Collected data

┌──

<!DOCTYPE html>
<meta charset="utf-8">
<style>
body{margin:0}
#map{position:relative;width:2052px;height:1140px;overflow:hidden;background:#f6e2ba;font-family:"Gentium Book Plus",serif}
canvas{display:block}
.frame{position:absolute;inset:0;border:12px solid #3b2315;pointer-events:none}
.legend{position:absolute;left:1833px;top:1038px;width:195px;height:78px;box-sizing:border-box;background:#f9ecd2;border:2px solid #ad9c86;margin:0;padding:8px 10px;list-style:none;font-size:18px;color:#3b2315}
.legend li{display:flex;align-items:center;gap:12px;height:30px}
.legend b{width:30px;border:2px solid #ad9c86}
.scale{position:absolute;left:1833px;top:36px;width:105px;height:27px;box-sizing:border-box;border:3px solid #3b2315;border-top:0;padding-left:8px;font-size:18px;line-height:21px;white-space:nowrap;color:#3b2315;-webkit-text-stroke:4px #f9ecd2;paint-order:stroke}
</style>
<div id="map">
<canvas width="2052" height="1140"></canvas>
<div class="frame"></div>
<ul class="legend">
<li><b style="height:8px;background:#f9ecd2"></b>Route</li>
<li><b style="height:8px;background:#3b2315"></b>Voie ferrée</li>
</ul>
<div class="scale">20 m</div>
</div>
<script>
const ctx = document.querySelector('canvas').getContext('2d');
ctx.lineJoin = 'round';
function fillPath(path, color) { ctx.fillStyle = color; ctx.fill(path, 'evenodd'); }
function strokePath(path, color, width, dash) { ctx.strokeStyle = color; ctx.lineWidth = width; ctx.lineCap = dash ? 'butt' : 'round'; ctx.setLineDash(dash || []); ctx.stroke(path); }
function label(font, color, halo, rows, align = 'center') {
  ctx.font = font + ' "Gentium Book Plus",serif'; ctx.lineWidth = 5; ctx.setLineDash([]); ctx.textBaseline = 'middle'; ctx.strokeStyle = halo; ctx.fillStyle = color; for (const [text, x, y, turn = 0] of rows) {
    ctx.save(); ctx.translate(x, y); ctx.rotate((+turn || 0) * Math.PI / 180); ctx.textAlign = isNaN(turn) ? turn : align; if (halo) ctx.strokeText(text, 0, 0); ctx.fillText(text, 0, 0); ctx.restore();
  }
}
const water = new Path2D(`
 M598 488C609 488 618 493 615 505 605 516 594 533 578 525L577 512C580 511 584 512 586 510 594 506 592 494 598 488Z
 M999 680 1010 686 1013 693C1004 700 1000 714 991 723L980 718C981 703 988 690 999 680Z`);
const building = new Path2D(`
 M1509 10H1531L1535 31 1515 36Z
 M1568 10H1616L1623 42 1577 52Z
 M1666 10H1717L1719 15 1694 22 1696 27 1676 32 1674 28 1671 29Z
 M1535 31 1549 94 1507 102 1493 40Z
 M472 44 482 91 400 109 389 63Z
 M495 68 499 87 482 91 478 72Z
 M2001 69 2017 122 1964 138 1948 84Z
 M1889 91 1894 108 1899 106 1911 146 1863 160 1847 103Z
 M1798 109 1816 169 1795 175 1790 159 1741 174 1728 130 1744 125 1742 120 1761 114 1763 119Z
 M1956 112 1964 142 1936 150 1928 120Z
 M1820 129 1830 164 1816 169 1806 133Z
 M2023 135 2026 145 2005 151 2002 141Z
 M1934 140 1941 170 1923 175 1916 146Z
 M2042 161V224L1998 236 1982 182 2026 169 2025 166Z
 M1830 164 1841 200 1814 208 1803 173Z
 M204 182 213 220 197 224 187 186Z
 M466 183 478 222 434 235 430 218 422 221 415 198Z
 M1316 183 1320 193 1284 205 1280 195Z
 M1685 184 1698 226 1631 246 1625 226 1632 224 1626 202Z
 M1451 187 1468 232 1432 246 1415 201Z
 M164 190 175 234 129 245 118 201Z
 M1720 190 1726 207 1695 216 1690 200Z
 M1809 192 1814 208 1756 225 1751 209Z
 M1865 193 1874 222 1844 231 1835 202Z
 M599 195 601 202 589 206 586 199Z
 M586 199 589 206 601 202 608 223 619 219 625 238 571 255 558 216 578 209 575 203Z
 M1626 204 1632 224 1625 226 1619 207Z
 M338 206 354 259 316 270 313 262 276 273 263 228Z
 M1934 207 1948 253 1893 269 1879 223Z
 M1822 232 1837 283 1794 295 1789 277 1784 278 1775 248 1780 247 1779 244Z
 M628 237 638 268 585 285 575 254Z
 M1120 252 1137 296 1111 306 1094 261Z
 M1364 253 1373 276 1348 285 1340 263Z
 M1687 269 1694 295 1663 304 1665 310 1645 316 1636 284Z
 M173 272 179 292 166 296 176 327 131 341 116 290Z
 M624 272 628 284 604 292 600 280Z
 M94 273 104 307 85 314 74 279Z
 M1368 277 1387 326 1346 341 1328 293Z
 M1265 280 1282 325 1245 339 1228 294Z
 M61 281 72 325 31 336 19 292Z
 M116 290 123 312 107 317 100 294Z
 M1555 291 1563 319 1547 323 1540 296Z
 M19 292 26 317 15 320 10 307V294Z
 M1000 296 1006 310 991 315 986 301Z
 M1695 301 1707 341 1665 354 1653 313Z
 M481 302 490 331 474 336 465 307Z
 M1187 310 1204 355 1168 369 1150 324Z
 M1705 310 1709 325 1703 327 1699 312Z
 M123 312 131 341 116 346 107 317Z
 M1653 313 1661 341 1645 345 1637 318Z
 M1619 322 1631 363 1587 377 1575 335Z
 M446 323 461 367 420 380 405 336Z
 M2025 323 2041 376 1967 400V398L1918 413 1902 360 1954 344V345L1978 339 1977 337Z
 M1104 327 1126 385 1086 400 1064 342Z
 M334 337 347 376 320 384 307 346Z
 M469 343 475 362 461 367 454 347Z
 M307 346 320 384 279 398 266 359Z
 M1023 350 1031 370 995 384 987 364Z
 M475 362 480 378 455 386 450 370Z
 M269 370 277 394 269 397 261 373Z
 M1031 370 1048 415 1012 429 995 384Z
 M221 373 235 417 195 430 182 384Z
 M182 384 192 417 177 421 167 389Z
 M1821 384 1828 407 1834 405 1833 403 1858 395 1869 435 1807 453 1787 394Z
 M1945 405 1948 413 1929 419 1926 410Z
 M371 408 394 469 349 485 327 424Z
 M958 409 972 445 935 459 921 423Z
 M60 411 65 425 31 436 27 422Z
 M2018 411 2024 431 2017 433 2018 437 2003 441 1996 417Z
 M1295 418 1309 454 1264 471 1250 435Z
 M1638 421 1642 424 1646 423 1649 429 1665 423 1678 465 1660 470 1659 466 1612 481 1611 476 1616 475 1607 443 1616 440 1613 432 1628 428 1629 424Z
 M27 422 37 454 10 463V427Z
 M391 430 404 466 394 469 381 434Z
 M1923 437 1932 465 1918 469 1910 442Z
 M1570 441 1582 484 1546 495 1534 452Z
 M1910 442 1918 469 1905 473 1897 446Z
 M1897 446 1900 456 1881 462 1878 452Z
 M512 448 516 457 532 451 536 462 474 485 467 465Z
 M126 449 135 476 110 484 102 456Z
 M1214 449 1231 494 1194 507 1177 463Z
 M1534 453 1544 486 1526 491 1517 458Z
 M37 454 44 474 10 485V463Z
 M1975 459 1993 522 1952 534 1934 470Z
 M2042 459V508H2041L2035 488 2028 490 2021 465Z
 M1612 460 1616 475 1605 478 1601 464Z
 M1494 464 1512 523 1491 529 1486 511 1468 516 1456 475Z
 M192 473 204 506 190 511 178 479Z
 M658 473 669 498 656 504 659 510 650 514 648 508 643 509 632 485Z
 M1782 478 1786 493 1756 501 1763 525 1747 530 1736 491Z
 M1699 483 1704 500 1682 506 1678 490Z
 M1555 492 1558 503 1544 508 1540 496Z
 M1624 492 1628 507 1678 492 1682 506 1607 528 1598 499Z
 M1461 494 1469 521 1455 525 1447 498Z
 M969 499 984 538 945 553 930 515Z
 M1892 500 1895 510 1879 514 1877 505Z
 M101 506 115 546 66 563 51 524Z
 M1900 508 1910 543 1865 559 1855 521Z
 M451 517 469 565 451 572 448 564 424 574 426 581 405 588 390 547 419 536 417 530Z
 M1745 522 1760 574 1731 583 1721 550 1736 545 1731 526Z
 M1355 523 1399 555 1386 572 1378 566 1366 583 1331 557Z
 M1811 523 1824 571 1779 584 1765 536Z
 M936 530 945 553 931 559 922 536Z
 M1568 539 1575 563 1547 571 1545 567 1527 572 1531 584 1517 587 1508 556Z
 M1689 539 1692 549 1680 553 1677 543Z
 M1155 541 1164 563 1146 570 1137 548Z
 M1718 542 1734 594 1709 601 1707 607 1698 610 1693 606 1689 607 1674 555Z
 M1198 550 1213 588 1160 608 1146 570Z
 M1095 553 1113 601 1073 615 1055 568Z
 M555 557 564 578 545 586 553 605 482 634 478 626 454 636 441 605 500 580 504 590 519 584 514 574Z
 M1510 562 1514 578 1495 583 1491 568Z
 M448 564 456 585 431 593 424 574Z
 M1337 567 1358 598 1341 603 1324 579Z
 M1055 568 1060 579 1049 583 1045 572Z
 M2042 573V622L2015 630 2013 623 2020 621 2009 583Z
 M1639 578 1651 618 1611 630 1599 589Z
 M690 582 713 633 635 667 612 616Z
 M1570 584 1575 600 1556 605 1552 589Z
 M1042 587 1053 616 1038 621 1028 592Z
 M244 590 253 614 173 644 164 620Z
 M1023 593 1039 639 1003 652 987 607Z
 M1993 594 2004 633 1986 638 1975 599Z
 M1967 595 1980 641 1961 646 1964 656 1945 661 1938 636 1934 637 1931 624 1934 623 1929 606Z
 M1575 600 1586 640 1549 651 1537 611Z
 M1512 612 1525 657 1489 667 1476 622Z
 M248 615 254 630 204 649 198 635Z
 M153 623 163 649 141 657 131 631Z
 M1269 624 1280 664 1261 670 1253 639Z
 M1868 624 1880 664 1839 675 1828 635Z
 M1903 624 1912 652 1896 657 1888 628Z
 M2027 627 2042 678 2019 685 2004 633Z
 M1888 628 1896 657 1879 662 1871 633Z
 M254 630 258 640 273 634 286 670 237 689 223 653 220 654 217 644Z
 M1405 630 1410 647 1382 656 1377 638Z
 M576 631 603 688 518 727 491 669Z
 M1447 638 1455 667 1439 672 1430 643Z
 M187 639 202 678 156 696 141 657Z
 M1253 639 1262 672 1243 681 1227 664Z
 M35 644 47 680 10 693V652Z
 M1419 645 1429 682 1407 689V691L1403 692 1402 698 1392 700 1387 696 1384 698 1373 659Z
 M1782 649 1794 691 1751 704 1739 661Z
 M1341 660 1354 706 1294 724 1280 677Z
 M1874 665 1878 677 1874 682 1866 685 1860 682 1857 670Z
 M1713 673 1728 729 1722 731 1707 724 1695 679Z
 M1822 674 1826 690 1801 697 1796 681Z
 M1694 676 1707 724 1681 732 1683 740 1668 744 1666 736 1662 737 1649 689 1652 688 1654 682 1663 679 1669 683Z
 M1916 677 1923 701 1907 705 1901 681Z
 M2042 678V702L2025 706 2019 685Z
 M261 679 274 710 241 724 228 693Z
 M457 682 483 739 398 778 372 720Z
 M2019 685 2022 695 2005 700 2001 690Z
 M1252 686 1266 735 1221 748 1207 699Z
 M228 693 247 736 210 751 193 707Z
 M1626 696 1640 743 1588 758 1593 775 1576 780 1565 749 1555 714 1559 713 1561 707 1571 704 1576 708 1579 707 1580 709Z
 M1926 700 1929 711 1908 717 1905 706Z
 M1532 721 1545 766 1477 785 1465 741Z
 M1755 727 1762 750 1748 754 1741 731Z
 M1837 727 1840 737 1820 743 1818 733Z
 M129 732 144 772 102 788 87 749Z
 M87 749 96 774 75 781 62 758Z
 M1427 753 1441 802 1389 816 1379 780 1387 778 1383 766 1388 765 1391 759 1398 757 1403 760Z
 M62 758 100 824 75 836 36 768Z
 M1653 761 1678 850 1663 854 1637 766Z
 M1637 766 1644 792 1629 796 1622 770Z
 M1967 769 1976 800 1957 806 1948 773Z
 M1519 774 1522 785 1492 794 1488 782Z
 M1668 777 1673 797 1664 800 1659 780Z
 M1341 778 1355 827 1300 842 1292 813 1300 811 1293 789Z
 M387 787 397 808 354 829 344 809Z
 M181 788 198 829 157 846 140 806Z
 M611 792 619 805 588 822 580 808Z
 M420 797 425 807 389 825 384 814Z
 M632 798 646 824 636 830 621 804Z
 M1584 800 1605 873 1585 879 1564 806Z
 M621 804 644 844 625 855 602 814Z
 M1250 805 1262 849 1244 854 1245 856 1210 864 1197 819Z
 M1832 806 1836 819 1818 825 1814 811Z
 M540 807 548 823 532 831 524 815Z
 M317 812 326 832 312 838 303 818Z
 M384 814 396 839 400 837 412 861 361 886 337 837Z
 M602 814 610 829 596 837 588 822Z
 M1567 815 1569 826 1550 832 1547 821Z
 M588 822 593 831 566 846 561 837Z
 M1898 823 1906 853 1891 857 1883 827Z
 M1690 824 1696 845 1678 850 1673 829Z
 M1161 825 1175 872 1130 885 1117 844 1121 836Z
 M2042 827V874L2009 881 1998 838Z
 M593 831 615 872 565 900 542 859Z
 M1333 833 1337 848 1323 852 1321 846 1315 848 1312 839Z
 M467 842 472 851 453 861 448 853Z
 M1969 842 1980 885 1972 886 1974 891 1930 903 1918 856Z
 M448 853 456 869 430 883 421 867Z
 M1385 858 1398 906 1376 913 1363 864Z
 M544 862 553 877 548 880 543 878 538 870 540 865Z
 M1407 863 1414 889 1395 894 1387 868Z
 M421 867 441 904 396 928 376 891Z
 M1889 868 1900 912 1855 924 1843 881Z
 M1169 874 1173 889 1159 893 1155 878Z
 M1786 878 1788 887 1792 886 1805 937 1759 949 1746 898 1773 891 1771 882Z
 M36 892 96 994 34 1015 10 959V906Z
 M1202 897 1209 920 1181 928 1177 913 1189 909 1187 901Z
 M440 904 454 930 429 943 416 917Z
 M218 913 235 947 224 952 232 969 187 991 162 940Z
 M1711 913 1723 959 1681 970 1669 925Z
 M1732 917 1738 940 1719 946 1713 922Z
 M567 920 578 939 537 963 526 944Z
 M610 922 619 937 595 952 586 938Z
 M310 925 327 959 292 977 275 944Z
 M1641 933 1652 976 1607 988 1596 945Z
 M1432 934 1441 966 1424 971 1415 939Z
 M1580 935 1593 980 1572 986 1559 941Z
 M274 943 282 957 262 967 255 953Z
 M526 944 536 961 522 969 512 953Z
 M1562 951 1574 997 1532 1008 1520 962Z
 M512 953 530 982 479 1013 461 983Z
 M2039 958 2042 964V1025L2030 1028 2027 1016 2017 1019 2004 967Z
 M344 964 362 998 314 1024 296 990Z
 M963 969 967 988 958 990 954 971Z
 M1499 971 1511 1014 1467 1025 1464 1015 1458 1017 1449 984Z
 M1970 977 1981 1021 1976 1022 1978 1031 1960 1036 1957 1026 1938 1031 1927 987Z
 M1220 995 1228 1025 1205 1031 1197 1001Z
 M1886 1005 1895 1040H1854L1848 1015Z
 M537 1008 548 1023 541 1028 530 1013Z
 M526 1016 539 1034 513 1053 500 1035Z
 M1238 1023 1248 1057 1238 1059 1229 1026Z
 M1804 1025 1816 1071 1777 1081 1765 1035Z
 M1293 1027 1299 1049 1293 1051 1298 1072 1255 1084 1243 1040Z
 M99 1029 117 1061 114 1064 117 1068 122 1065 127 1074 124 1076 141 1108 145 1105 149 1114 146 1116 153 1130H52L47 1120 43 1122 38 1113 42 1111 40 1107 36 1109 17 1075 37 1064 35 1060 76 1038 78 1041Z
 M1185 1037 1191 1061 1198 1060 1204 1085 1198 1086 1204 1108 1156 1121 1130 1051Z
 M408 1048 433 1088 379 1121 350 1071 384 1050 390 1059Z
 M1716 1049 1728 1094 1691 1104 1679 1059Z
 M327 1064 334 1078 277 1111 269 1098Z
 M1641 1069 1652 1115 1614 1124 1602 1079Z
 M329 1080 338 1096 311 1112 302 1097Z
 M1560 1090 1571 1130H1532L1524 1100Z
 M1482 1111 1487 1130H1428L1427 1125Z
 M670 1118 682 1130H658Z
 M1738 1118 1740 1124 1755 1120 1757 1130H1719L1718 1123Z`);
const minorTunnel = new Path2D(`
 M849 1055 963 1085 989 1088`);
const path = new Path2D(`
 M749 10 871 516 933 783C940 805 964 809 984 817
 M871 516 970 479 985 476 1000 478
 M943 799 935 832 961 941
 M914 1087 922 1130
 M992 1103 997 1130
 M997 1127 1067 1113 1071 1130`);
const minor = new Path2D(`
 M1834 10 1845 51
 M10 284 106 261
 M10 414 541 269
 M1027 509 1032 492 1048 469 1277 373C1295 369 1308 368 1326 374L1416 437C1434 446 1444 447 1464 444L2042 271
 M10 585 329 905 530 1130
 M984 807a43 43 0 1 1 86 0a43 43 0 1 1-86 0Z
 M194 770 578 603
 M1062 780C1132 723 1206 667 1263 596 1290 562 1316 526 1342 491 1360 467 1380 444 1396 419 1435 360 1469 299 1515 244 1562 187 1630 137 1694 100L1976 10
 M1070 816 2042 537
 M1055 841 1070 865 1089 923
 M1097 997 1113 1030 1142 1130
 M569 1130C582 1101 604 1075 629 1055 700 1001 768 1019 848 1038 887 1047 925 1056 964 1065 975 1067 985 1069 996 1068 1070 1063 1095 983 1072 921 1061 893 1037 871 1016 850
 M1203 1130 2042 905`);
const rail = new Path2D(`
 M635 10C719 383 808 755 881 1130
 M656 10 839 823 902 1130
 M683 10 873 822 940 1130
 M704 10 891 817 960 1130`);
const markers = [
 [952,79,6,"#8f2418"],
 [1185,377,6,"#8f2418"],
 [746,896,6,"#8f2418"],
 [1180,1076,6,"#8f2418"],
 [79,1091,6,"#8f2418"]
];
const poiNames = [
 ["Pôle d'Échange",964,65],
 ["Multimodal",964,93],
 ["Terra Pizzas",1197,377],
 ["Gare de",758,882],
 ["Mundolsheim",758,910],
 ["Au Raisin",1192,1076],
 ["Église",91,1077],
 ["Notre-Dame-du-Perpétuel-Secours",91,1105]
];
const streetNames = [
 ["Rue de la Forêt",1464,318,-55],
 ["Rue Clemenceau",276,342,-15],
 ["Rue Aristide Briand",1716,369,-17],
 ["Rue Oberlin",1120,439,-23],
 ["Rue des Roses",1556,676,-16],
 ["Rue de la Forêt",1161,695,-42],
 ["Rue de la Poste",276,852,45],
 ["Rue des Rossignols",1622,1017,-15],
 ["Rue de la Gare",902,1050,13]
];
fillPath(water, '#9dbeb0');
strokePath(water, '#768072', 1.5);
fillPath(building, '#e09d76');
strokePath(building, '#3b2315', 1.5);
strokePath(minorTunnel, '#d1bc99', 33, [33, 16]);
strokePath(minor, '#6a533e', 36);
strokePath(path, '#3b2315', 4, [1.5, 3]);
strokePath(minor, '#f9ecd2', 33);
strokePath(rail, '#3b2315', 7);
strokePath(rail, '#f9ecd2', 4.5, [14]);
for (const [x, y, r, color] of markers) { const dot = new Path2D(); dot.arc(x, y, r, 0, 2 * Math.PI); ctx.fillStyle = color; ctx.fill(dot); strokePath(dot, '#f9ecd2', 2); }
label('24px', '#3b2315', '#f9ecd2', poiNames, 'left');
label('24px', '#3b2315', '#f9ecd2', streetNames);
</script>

└──

» What to do
The lines above that hold the string "function" are to be located and copied.

» Completed task
function fillPath(path, color) { ctx.fillStyle = color; ctx.fill(path, 'evenodd'); }
function strokePath(path, color, width, dash) { ctx.strokeStyle = color; ctx.lineWidth = width; ctx.lineCap = dash ? 'butt' : 'round'; ctx.setLineDash(dash || []); ctx.stroke(path); }
function label(font, color, halo, rows, align = 'center') {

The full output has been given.